Une propagande religieuse anti-LGBT
Les raisons de cette persécution sont à chercher du côté des leaders religieux, estime Alexandre Marcel, notamment les évêques catholiques ghanéens. L’activiste en appelle au pape : "Ils ont une responsabilité dans ce discours de haine à l’égard des homosexuels. Comment le pape peut-il accepter que ses évêques soutiennent une telle loi ?"
Cette homophobie a été "importée", souligne l’IDNOWA, qui considère que l’animosité envers les personnes LGBT au Ghana a été alimentée par la tenue, en 2019, d’un congrès du "World Congress of Families", le Congrès mondial des familles, une organisation anti-LGBTQ basée aux États-Unis et fortement liée à la droite religieuse. Des organisations de défense des droits de l’Homme, comme Human Right Watch, avaient déjà alerté sur les dangers de la propagande haineuse de ce groupe dans plusieurs pays africains. "Ces religieux tentent d’imposer leur point de vue qui ne reflète pas notre diversité et notre riche héritage culturel. Les parlementaires ne devraient pas se laisser guider par leurs idées religieuses, l’agenda de notre pays ne doit pas être dicté par la religion", déplore aujourd’hui l’association.
Si le Ghana vote cette loi anti-LGBT, d’autres pays d’Afrique de l’Ouest risquent de prendre le même chemin, s’inquiètent les membres de l’IDNOWA dans la région.
Du côté de la présidence ghanéenne, le sujet est abordé avec des pincettes.
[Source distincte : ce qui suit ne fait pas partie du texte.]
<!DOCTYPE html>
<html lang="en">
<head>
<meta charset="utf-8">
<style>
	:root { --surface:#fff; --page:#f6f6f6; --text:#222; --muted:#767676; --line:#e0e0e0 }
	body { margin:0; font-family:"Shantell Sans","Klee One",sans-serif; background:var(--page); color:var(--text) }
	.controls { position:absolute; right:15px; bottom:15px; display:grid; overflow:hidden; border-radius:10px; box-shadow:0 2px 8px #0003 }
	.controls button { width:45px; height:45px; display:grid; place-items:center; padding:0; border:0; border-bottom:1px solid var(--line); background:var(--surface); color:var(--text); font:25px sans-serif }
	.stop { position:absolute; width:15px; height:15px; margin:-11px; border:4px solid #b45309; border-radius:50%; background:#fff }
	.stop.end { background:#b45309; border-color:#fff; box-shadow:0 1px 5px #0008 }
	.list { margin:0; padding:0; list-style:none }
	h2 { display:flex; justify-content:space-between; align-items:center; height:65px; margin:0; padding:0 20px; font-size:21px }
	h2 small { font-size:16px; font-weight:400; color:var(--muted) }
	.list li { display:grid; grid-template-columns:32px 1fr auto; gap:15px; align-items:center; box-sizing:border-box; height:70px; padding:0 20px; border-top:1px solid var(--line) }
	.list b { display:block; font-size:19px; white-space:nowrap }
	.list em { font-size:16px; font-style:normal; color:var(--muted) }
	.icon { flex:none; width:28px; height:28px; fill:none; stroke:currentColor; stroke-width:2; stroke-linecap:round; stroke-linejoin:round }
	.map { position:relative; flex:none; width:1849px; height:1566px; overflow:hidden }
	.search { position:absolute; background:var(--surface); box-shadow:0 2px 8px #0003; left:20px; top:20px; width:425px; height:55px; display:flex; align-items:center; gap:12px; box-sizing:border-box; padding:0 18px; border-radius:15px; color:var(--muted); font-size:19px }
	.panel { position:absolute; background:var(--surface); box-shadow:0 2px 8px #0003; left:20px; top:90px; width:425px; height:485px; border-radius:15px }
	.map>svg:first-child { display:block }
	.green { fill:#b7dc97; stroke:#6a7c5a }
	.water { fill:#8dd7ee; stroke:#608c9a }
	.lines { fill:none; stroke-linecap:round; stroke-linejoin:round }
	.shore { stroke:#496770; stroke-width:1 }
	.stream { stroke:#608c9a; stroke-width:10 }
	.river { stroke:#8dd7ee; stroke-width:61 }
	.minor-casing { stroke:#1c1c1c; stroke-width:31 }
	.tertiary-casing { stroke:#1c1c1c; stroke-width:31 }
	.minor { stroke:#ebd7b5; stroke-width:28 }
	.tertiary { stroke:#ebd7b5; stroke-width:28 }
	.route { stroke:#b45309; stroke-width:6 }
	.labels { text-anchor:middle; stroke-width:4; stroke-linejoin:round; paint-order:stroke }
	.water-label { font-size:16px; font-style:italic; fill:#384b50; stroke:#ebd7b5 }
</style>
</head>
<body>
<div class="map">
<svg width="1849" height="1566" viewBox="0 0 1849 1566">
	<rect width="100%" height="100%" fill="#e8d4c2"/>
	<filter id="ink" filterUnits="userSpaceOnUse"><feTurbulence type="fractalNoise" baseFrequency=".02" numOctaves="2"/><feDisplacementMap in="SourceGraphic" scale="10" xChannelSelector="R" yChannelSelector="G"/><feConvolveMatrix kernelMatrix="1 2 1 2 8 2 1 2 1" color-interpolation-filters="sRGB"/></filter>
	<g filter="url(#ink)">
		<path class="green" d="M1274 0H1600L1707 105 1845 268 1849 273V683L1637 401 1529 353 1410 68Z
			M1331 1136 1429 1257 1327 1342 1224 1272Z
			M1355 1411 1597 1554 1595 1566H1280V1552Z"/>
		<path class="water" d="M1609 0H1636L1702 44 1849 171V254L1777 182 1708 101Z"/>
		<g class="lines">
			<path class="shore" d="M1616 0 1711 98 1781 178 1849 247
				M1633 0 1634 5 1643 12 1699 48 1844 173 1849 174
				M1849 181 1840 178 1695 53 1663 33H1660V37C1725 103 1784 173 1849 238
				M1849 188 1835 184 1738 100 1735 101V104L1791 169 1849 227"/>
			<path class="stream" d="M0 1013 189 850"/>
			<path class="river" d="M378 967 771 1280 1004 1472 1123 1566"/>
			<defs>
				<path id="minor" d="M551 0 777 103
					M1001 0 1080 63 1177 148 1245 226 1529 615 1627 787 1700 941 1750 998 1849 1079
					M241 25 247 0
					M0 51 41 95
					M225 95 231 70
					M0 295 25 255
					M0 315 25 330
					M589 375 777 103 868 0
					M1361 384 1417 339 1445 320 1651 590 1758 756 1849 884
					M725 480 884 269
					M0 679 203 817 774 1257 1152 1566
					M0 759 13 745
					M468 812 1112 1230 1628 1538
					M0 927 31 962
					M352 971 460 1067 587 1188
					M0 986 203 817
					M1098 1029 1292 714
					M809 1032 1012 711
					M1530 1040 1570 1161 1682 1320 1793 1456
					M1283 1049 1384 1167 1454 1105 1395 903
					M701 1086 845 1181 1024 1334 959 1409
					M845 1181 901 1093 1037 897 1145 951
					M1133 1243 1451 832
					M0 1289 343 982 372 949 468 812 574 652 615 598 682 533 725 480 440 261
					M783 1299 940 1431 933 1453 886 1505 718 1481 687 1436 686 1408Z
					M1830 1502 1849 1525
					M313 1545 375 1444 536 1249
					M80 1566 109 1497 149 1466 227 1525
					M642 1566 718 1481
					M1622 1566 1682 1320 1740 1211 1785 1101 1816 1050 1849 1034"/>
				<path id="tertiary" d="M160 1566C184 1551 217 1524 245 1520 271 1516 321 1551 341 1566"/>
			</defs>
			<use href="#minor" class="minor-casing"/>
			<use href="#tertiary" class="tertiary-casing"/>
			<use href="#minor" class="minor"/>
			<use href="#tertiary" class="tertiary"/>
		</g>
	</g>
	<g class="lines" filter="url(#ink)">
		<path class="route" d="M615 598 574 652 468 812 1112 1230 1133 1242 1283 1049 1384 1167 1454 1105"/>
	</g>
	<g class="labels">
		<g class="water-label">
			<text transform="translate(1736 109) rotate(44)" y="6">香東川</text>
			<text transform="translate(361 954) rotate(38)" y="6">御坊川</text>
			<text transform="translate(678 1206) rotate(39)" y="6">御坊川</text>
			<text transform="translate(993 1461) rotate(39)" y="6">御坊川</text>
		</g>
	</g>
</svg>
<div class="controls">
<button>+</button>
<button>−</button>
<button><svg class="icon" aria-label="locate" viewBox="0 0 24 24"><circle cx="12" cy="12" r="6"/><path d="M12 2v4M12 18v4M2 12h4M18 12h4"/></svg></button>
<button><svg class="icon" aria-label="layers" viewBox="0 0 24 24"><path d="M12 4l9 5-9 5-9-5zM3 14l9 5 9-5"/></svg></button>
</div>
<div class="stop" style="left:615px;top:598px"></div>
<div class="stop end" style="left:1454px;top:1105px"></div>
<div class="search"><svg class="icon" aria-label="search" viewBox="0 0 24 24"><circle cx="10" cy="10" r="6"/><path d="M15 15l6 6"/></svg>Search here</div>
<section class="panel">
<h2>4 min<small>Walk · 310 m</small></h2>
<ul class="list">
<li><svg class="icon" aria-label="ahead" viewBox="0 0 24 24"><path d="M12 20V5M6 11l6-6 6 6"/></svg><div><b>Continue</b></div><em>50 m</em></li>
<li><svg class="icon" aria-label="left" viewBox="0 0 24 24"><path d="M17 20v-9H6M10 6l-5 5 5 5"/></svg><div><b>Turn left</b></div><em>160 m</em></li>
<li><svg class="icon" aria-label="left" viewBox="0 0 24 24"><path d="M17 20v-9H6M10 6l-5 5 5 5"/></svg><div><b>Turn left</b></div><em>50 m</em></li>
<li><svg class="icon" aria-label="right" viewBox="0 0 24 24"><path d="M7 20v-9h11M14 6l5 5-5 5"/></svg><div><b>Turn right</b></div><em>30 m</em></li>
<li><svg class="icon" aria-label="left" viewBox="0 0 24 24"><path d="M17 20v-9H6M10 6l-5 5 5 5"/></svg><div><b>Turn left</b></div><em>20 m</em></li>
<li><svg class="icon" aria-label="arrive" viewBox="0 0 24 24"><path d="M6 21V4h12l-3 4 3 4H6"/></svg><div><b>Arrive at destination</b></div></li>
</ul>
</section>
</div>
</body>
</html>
En pleine crise économique, le chef de l’État, Nana Akufo-Addo, qui voudrait attirer les investissements des Afro-Américains et des Ghanéens de la diaspora, souhaite véhiculer l'image d'un pays ouvert et tolérant. Un cliché écorné par cette proposition de loi qui, selon plusieurs spécialistes, a de fortes chances d’être adoptée.